"Viví" mentalmente este viaje cientos de veces. Recorrí virtualmente los destinos con Google Street, me nutrí de opiniones sobre los paisajes con TripAdvisor, elaboré itinerarios con Google Maps, y registré cada detalle previo con TripCase. Pero, después de tanta informática previa, llegó el momento de la realidad.
Yo estaba ansioso: tenía una membresía para la sala VIP de American Airlines, y quería darle a los chicos la sorpresa de llevarlos. Además, me gusta vivir el ambiente "pre-embarque". Así que fuimos mucho más temprano de lo necesario a Ezeiza, casi 4 horas y media antes.
Me iba a llevar mi papá solamente, para entrar todos en el auto, pero mi mamá quiso ir a despedirnos también (cosa que me gustó mucho), por lo que contrató un remis adicional para la ida.
| Listos para comenzar la aventura |
Hicimos el checkin, conteniendo la respiración por si nos pasábamos con el peso máximo permitido de las valijas, que era de 23 Kg. El cargo por exceso era de U$S 100- por valija. Por suerte (y mérito de Gaby), no nos pasamos.
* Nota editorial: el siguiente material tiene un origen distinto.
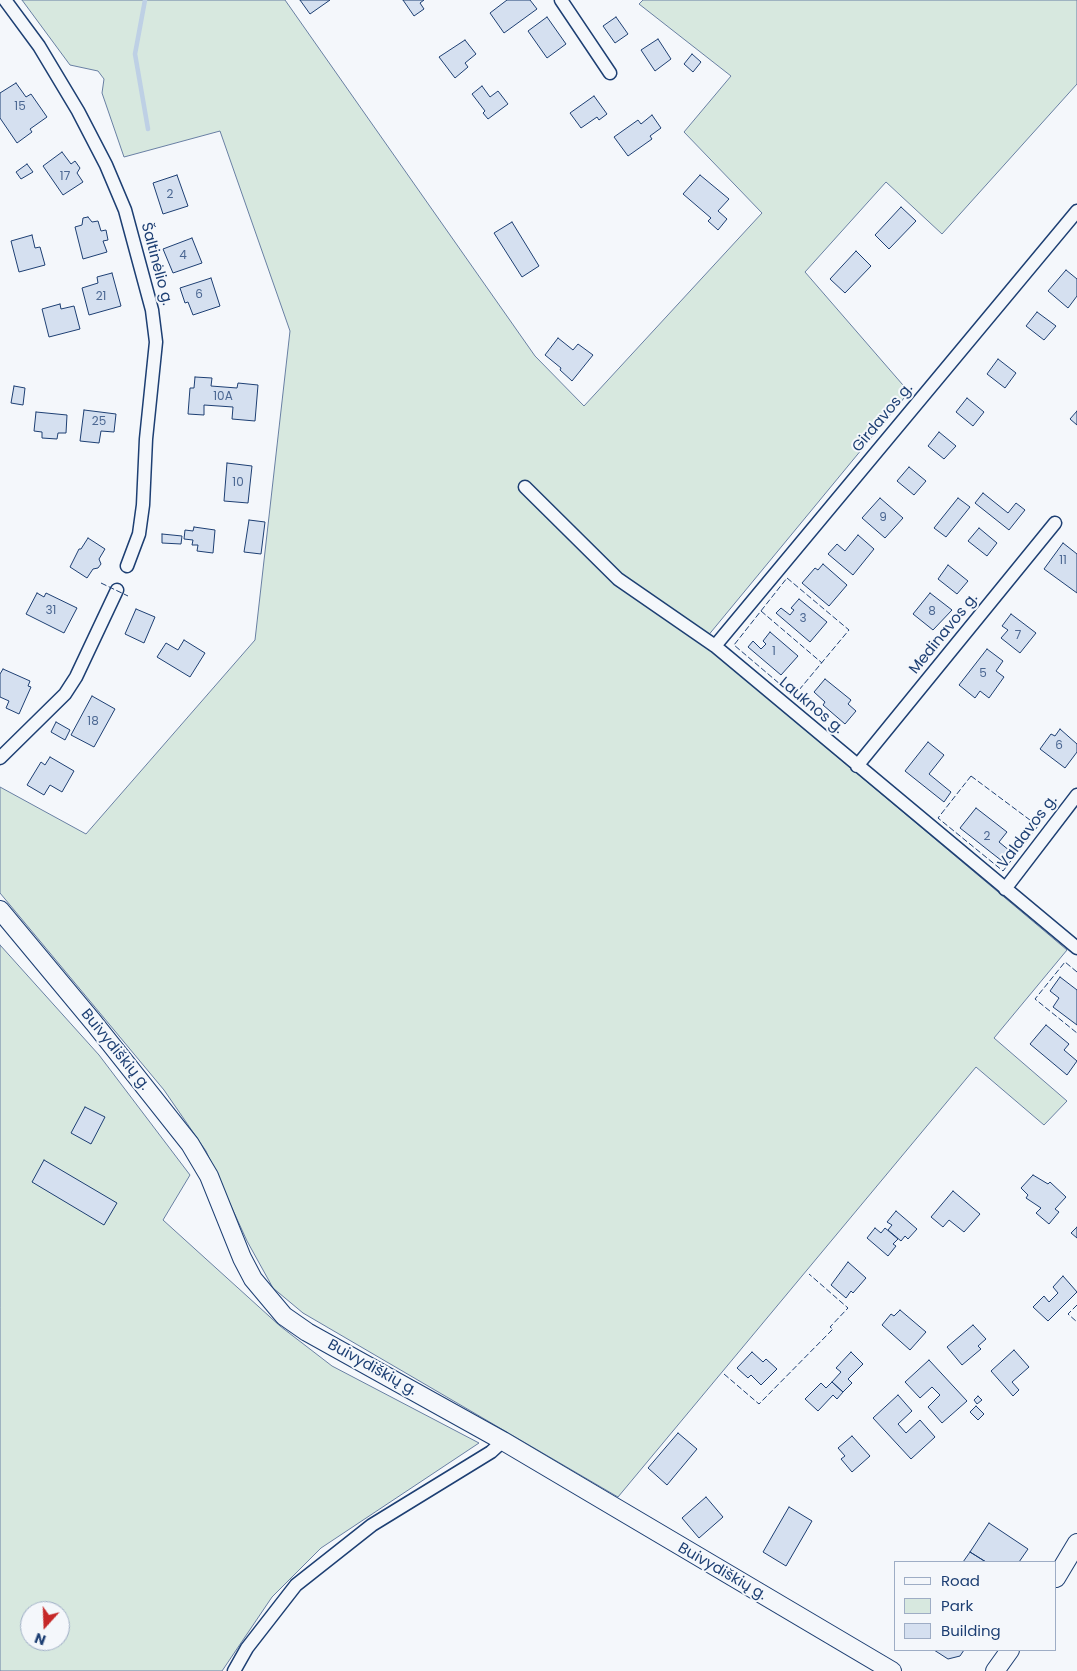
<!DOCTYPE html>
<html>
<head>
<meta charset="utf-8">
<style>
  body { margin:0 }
  #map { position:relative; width:1077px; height:1671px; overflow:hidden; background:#f4f7fb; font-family:Poppins,sans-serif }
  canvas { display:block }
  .legend { position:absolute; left:894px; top:1561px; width:162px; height:90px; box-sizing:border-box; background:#f4f7fb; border:1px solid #9eadc5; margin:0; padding:6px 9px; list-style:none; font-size:15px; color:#1d3f73 }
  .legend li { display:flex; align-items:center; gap:10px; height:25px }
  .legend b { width:25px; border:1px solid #9eadc5 }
  .north { position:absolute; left:20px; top:1601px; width:50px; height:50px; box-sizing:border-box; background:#f4f7fb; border:1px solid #9eadc5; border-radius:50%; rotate:200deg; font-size:14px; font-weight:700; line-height:20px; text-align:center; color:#1d3f73 }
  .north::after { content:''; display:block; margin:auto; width:18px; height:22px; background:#c62828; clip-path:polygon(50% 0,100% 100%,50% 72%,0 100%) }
</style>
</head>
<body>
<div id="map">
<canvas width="1077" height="1671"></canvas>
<ul class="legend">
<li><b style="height:6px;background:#f4f7fb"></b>Road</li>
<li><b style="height:14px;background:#d7e8df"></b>Park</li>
<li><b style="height:14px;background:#d5e0f0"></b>Building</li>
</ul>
<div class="north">N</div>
</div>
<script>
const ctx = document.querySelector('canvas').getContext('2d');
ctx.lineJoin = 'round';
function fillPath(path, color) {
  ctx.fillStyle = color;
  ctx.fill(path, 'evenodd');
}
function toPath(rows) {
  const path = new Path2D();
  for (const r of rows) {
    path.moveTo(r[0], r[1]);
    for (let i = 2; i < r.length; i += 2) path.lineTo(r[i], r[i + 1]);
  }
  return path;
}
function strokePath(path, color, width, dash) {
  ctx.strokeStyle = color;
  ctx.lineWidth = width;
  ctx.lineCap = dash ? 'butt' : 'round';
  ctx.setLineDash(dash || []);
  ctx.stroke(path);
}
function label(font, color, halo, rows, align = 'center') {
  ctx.font = font + ' Poppins,sans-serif';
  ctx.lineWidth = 4;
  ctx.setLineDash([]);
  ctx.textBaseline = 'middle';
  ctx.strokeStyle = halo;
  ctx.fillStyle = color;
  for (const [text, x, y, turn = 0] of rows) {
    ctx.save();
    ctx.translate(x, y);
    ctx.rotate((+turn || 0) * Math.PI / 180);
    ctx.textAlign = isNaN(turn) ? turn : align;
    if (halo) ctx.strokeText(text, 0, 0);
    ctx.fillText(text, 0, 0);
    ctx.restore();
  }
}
const green = toPath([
  [22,0,285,0,535,356,584,406,762,213,684,132,731,76,639,4,643,0,1077,0,1077,84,942,234,886,182,805,272,909,392,702,643,1067,950,994,1038,1067,1101,1044,1125,976,1067,618,1497,303,1313,273,1288,247,1241,206,1151,164,1090,0,893,0,787,86,834,255,640,290,331,220,131,124,157,102,93,104,79,98,71,70,65,22,0],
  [0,945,99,1055,190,1175,163,1220,280,1326,332,1366,479,1443,321,1548,272,1597,222,1671,0,1671,0,945],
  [30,1611,60,1611,60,1641,30,1641,30,1611]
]);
fillPath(green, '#d7e8df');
strokePath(green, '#687fa3', 1);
strokePath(toPath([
  [145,0,135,54,148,129]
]), '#bed0e5', 4.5);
const building = toPath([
  [300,0,330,0,310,14,300,0],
  [403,0,424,0,420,3,424,9,414,16,403,0],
  [507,0,530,0,537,9,504,33,490,13,507,0],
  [547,17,566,44,547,58,528,31,547,17],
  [616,17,628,34,615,43,603,26,616,17],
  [658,39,671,59,655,71,641,50,658,39],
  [465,40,476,54,465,63,468,67,455,78,439,57,465,40],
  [692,54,701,62,693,72,684,64,692,54],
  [16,83,26,97,31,94,47,117,30,129,32,132,17,143,0,118,0,93,16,83],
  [482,86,490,97,498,91,508,104,488,119,483,113,485,111,472,94,482,86],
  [594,96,607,114,599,120,597,117,581,128,570,113,594,96],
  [652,115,661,128,650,136,652,139,628,156,614,137,638,120,641,124,652,115],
  [62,152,71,164,75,161,80,168,77,173,83,182,63,195,43,166,62,152],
  [27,164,33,172,21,179,16,172,27,164],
  [177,175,188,206,163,214,153,183,177,175],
  [700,175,729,199,718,211,727,219,718,230,708,221,711,218,683,194,700,175],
  [901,207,916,221,889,249,875,235,901,207],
  [88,217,92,222,98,221,101,231,106,230,108,240,103,241,107,252,83,259,75,227,82,225,83,218,88,217],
  [512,222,539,266,522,277,494,233,512,222],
  [32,235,35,248,40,247,45,265,19,272,11,241,32,235],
  [192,238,202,263,173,273,163,249,192,238],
  [856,251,871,266,845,293,830,279,856,251],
  [1066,270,1077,279,1077,296,1068,308,1048,291,1066,270],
  [112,273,121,306,89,315,82,288,98,283,97,277,112,273],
  [211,278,220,306,193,315,188,302,185,303,180,288,211,278],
  [60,304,61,309,74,306,80,329,49,337,42,309,60,304],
  [1037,312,1056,326,1044,340,1026,326,1037,312],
  [558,338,573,350,578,344,593,355,572,381,560,370,561,368,545,355,558,338],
  [998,359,1016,373,1005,388,987,374,998,359],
  [195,377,212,378,211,386,237,388,238,383,258,385,255,421,232,419,233,407,204,405,204,415,188,414,190,388,194,388,195,377],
  [14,386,25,388,23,405,11,403,14,386],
  [967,398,984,412,973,426,956,412,967,398],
  [84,410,116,414,114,432,101,431,99,443,80,441,84,410],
  [1077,411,1077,425,1070,419,1077,411],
  [36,412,67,415,66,433,58,433,57,439,42,438,42,432,34,431,36,412],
  [939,432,956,446,944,459,928,446,939,432],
  [227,463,252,466,248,503,224,501,227,463],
  [909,467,926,481,914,495,897,481,909,467],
  [983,493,1008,513,1016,503,1025,510,1009,530,975,503,983,493],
  [880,498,903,518,885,538,862,518,880,498],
  [958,498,970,507,946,537,934,528,958,498],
  [249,520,265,522,261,554,244,552,249,520],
  [194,527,215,530,213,553,197,551,198,545,192,545,193,540,184,539,185,530,193,531,194,527],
  [979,528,997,543,987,556,968,541,979,528],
  [162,534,182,536,181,544,162,543,162,534],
  [858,535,874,549,853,575,828,554,837,544,845,551,858,535],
  [88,538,105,549,99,559,101,564,98,568,93,569,87,578,70,567,79,549,81,549,88,538],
  [1063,543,1077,554,1077,593,1044,569,1063,543],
  [823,564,847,585,829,606,802,583,815,568,818,570,823,564],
  [948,565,968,581,957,594,938,579,948,565],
  [37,593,44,597,46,593,77,608,64,633,26,614,37,593],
  [930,593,952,610,933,630,913,614,930,593],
  [799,599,827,622,810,642,776,613,781,608,790,615,794,610,791,608,799,599],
  [136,609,155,617,144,643,125,634,136,609],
  [1011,614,1036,633,1020,653,1001,638,1008,630,1002,626,1011,614],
  [770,632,798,656,781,675,748,647,753,641,761,649,766,644,763,641,770,632],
  [184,640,205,653,190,677,157,657,166,643,178,650,184,640],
  [987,649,1003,661,996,671,1004,677,989,698,980,691,975,698,959,685,987,649],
  [3,669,30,681,28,686,31,687,19,714,6,708,9,701,0,697,0,674,3,669],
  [825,679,851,700,848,704,856,711,845,724,823,705,825,702,814,692,825,679],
  [92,696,115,709,94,747,71,735,92,696],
  [56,722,70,730,65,740,51,732,56,722],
  [1060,729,1077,744,1077,752,1065,768,1040,749,1051,734,1055,736,1060,729],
  [928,742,944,755,929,774,951,792,944,802,905,771,928,742],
  [50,757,74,771,62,792,50,785,44,795,27,785,41,762,45,765,50,757],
  [976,808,1007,832,999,842,1010,851,1002,861,960,828,976,808],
  [1060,977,1077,990,1077,1025,1053,1007,1059,998,1050,991,1060,977],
  [1046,1025,1069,1044,1064,1050,1077,1061,1067,1075,1030,1044,1046,1025],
  [85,1107,105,1117,91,1144,71,1133,85,1107],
  [44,1160,117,1203,104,1225,32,1182,44,1160],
  [1033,1175,1048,1184,1050,1182,1066,1197,1055,1209,1059,1212,1049,1224,1036,1213,1041,1208,1026,1198,1028,1195,1021,1188,1033,1175],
  [953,1191,980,1214,964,1232,949,1220,943,1227,931,1217,953,1191],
  [896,1211,917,1229,908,1239,905,1236,901,1241,888,1230,892,1225,887,1222,896,1211],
  [1077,1227,1077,1238,1071,1233,1077,1227],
  [875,1228,881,1233,885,1228,898,1239,893,1244,896,1246,888,1256,867,1238,875,1228],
  [848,1262,866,1278,853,1293,851,1291,846,1298,831,1285,848,1262],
  [1063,1276,1077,1292,1048,1321,1033,1307,1044,1296,1049,1302,1058,1293,1053,1287,1063,1276],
  [900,1310,926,1332,910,1350,882,1325,891,1314,894,1316,900,1310],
  [973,1325,986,1339,978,1346,981,1349,962,1365,947,1347,973,1325],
  [1014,1350,1029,1367,1012,1382,1019,1390,1013,1396,991,1371,1014,1350],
  [752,1352,763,1362,766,1359,777,1369,761,1385,751,1375,748,1378,737,1368,752,1352],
  [851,1352,863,1364,848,1379,852,1383,843,1392,832,1382,841,1372,836,1368,851,1352],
  [929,1360,967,1401,942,1423,928,1407,940,1395,932,1387,920,1398,905,1382,929,1360],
  [832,1382,843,1392,837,1399,833,1395,818,1411,805,1399,821,1383,826,1388,832,1382],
  [898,1395,912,1411,898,1424,906,1433,920,1420,935,1437,911,1459,873,1418,898,1395],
  [978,1396,982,1400,977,1404,974,1400,978,1396],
  [976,1406,984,1414,978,1420,970,1412,976,1406],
  [678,1433,697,1449,667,1485,648,1468,678,1433],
  [852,1436,870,1456,852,1472,841,1459,845,1456,838,1448,852,1436],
  [706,1497,723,1517,699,1538,682,1518,706,1497],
  [789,1507,812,1521,786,1566,763,1552,789,1507],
  [989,1523,1028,1549,1019,1562,986,1562,970,1552,989,1523],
  [970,1552,986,1562,963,1562,970,1552],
  [934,1650,964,1650,960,1656,948,1659,934,1650]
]);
fillPath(building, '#d5e0f0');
strokePath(building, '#1d3f73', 1);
const street = toPath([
  [5,0,39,46,78,111,106,165,125,210,152,310,156,342,146,439,143,505,139,534,127,566],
  [561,0,610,73],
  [525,487,618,579,715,646,1077,948],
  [715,646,1077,211],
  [0,758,65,694,76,677,117,590],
  [857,766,1055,523],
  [1005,889,1077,795],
  [234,1671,247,1648,296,1585,372,1525,491,1452,503,1441]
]);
const secondary = toPath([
  [0,910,94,1023,190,1144,209,1176,242,1258,253,1279,284,1316,307,1332,503,1441,892,1671],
  [1056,1578,1077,1543],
  [995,1671,1010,1650]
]);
strokePath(street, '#1d3f73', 15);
strokePath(secondary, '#1d3f73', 20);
strokePath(street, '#f4f7fb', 12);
strokePath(secondary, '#f4f7fb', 18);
strokePath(toPath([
  [787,578,849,630,794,696,734,645,787,578],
  [101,583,128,596],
  [761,611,822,663],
  [971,776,1038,826,1003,871,938,818,971,776],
  [1077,972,1065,962,1035,999,1077,1033],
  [1077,1305,1068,1314,1077,1322],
  [724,1374,759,1404,833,1329,830,1327,848,1308,809,1274]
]), '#1d3f73', 1, [6, 2.5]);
label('12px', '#4b6792', null, [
  ["15",20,107],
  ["17",65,177],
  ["2",170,195],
  ["4",183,256],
  ["6",199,295],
  ["21",101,297],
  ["10A",223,397],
  ["25",99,422],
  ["10",238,483],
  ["9",883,518],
  ["11",1063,561],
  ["31",51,611],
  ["8",932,612],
  ["3",803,619],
  ["7",1018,636],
  ["1",774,652],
  ["5",983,674],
  ["18",93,722],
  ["6",1059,746],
  ["2",987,837]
]);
label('15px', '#1d3f73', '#f4f7fb', [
  ["Šaltinėlio g.",156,264,75],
  ["Girdavos g.",883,418,-50],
  ["Medinavos g.",944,634,-51],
  ["Lauknos g.",811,706,40],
  ["Valdavos g.",1028,832,-53],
  ["Buivydiškių g.",115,1050,51],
  ["Buivydiškių g.",372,1368,29],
  ["Buivydiškių g.",722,1572,30]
]);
</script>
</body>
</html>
| Los abuelos esperaban expectantes. |
Declaré la MacBook, la filmadora y el iPhone 5. Los iPads, según la empleada, no era necesario declararlos.
Entramos a pre-embarque. Los abuelos nos despidieron.
Ya adentro, fuimos a la sala Admirals Club a pasar un rato antes de subir al avión.
A los chicos les encantó. Había snacks y bebidas, todo gratuito.
| Florchi esperaba el vuelo, muy estresada |
| Amorcis estaba feliz. |
Finalmente, anunciaron nuestro vuelo, por lo que fuimos a la puerta correspondiente.
Subimos a nuestro hogar por las próximas 12 horas.
El avión era un Airbus 340-600, matrícula EC-INO, apodado, casi premonitoriamente, "Gaudí", nuevito, y precioso. Pantallitas individuales muy completas, con variedad de películas, juegos, e información del viaje.
El piloto pudo despegar sin mi ayuda.
Alrededor de hora y media después de despegar, sirvieron el almuerzo. Bastante bien, rico y sin ser abundante, no nos quedamos con hambre.
Después de un rato, si bien se hizo de noche (cambio horario), nadie podía dormir. Aguanten las pantallitas!